* [Problem requirements]: The listing below holds a line with "For a GIS import: Read" and a line with "Build a gazetteer for the screenshot". Reproduce those two lines exactly, plus everything between them.

* [Exercise data]:
****************

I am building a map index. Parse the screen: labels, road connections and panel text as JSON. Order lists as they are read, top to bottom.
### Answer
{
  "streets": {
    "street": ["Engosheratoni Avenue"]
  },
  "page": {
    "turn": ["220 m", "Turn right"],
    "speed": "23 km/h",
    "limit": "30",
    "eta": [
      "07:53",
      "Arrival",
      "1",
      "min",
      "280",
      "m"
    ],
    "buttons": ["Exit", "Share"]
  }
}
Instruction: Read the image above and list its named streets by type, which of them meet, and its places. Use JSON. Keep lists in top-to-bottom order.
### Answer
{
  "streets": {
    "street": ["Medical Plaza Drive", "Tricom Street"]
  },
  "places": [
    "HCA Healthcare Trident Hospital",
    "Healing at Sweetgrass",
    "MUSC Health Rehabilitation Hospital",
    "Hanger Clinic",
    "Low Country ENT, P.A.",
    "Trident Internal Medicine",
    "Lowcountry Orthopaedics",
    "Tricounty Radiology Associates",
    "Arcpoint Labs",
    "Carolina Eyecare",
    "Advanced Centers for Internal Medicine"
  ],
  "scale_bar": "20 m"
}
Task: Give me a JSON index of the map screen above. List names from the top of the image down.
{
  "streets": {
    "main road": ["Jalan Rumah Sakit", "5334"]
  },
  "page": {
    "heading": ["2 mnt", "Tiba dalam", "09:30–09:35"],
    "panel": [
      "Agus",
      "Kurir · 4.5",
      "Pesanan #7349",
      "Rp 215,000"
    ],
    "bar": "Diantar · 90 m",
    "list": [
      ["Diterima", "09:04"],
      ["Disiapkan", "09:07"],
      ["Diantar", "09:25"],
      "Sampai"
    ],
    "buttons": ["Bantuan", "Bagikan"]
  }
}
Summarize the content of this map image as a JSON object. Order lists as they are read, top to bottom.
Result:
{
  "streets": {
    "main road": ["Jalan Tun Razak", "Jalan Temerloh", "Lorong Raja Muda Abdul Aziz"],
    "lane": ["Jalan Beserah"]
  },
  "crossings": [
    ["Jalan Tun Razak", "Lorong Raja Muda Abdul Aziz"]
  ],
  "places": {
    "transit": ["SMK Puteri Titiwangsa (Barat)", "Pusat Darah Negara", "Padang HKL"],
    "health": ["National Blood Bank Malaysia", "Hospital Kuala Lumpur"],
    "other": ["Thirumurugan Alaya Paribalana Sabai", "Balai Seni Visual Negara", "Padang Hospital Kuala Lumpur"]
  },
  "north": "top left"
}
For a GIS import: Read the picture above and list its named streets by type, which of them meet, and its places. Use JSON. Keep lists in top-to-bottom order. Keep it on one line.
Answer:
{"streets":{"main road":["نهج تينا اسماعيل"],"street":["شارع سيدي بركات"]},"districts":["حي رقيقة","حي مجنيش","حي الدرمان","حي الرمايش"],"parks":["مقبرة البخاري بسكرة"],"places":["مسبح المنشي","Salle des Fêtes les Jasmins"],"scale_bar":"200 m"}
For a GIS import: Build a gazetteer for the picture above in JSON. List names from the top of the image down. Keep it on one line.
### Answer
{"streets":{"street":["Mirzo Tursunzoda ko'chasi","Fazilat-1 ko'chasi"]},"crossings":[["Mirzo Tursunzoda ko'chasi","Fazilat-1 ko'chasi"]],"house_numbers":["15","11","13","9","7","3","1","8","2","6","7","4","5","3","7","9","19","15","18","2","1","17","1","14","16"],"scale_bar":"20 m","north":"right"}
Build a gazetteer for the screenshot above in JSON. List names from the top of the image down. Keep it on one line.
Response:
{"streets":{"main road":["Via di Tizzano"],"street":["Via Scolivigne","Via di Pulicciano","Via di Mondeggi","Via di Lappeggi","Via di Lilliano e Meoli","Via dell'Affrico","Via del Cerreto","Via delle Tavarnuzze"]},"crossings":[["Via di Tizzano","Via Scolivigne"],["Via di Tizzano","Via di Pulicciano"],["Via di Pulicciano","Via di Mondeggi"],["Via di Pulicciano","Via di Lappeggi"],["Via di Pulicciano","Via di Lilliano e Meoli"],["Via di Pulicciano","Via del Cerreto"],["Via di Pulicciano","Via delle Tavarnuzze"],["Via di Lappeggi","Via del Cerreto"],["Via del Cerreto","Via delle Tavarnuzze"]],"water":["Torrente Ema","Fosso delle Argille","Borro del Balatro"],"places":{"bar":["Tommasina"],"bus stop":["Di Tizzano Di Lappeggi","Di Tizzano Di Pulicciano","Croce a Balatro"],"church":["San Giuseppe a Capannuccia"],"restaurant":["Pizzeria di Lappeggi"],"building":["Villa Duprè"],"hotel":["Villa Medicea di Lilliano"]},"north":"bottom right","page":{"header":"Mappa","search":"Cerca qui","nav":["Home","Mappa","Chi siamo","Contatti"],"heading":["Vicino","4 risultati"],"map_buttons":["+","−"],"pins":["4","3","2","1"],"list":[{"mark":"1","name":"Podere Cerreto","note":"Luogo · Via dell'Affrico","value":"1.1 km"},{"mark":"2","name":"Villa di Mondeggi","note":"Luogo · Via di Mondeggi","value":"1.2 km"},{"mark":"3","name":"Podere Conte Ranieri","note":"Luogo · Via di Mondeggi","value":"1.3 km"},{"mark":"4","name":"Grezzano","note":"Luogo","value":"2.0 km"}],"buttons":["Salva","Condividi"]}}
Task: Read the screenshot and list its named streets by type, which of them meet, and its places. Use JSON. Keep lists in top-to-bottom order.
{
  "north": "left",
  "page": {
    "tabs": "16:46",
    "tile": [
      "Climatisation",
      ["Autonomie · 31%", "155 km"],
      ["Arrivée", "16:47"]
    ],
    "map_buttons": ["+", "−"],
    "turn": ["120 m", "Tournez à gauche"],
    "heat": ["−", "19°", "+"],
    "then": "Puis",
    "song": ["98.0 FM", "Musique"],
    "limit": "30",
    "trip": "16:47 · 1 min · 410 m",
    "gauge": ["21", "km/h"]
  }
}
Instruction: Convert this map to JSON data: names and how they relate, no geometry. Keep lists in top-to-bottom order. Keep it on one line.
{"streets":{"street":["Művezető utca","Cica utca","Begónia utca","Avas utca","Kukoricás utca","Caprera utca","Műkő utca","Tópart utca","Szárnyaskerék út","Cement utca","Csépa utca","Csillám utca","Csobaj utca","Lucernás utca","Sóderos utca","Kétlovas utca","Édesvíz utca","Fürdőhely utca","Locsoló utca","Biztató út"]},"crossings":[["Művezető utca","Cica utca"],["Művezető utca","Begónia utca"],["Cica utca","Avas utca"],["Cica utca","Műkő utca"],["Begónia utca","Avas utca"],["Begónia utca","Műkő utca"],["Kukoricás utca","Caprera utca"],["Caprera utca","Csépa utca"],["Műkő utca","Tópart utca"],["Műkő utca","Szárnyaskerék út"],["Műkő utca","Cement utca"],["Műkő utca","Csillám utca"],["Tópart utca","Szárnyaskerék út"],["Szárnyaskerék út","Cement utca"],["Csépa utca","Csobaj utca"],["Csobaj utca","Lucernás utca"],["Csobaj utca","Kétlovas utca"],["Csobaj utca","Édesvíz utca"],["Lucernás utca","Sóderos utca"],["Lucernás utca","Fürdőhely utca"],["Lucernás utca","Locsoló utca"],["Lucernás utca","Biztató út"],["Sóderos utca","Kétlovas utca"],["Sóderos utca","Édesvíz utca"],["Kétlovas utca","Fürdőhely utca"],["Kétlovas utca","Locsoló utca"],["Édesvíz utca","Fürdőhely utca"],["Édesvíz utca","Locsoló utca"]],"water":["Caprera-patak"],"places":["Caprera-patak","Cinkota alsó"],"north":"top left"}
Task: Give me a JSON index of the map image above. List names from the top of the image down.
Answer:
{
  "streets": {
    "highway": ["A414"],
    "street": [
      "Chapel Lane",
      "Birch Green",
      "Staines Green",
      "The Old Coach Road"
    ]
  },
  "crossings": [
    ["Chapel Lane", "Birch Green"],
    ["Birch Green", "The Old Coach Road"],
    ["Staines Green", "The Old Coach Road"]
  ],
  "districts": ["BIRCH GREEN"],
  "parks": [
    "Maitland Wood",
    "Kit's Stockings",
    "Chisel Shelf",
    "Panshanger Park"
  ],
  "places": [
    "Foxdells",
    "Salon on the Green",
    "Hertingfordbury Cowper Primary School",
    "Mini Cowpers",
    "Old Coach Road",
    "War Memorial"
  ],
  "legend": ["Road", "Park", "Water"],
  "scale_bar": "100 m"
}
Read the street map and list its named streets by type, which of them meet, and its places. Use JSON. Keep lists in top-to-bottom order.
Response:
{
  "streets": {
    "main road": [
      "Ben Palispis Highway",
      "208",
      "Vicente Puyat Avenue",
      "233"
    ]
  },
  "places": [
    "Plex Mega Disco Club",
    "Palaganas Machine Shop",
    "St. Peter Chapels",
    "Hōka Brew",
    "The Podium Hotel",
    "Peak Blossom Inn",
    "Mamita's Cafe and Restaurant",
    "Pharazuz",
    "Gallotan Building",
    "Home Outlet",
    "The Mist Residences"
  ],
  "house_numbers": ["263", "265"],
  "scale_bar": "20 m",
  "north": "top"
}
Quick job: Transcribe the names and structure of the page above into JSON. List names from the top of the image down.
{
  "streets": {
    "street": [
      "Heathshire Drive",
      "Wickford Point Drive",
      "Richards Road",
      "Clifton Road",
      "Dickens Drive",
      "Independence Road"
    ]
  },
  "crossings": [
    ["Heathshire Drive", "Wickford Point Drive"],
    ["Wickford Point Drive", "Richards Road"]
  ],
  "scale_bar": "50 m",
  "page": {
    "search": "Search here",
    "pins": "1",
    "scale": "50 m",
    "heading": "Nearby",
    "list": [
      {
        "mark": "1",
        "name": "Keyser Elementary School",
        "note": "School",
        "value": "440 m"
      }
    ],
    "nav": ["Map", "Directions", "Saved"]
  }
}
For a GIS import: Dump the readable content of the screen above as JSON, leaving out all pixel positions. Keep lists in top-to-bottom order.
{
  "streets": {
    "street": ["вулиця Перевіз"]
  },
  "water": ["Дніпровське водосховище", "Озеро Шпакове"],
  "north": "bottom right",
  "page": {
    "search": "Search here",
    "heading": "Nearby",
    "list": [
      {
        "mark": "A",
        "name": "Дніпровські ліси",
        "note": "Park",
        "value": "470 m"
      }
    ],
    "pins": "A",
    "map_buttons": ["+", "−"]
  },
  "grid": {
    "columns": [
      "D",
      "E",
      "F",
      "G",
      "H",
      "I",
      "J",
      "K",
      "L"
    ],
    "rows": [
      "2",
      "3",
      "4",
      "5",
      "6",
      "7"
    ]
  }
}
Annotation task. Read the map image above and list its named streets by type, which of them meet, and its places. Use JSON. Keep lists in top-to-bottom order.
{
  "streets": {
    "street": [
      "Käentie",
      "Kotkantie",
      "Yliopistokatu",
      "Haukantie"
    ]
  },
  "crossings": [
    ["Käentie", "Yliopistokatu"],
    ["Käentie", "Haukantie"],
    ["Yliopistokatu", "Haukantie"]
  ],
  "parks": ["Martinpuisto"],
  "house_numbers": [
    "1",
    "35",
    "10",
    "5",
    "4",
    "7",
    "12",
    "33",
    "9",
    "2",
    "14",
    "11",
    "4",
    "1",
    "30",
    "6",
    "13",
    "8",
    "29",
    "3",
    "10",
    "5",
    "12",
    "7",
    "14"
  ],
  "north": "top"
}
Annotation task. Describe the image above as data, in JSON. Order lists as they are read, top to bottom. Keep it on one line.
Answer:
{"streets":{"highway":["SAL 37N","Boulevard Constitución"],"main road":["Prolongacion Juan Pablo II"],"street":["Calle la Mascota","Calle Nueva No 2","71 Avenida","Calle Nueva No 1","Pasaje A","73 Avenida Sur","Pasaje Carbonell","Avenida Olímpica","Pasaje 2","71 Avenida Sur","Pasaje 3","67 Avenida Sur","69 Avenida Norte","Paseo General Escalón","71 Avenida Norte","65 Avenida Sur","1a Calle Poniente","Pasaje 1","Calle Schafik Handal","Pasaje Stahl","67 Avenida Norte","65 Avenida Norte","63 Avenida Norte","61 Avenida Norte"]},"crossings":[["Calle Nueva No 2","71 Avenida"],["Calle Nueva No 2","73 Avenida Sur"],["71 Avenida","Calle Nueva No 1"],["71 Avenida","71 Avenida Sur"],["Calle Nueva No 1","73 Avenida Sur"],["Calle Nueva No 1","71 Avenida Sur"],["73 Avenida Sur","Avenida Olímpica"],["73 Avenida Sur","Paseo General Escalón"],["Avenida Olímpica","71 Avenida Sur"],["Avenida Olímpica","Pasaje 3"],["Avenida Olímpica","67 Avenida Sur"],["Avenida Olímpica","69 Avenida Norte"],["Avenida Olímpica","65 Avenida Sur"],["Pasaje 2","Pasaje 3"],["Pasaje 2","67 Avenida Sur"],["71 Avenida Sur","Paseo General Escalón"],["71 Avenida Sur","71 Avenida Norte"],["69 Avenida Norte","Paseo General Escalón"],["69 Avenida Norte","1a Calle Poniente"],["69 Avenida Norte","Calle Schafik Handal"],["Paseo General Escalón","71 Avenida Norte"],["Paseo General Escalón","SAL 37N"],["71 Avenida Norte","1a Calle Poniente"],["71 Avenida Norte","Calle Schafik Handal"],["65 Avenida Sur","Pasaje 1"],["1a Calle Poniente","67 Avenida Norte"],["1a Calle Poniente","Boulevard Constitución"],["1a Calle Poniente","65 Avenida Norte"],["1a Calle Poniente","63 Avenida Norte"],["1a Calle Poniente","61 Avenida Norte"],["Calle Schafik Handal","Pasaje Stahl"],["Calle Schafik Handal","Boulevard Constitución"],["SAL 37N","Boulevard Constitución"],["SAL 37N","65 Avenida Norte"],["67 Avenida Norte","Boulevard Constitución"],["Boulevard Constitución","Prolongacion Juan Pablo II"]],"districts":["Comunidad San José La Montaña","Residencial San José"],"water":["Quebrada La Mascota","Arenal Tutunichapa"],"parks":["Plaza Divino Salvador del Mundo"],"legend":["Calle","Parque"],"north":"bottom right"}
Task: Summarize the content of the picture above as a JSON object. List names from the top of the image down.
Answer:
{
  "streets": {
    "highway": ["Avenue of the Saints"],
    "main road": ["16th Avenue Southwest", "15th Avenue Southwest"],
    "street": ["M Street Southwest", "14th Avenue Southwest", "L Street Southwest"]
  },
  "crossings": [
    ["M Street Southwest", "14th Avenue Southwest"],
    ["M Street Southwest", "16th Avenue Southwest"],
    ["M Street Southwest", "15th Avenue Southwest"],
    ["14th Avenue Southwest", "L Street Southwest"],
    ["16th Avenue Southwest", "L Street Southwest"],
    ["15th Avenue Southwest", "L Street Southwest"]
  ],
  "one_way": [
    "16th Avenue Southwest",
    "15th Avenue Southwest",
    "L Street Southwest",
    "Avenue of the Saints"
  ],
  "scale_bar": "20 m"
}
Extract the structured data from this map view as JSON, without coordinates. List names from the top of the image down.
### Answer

****************

* [Output below]:
For a GIS import: Read the picture above and list its named streets by type, which of them meet, and its places. Use JSON. Keep lists in top-to-bottom order. Keep it on one line.
Answer:
{"streets":{"main road":["نهج تينا اسماعيل"],"street":["شارع سيدي بركات"]},"districts":["حي رقيقة","حي مجنيش","حي الدرمان","حي الرمايش"],"parks":["مقبرة البخاري بسكرة"],"places":["مسبح المنشي","Salle des Fêtes les Jasmins"],"scale_bar":"200 m"}
For a GIS import: Build a gazetteer for the picture above in JSON. List names from the top of the image down. Keep it on one line.
### Answer
{"streets":{"street":["Mirzo Tursunzoda ko'chasi","Fazilat-1 ko'chasi"]},"crossings":[["Mirzo Tursunzoda ko'chasi","Fazilat-1 ko'chasi"]],"house_numbers":["15","11","13","9","7","3","1","8","2","6","7","4","5","3","7","9","19","15","18","2","1","17","1","14","16"],"scale_bar":"20 m","north":"right"}
Build a gazetteer for the screenshot above in JSON. List names from the top of the image down. Keep it on one line.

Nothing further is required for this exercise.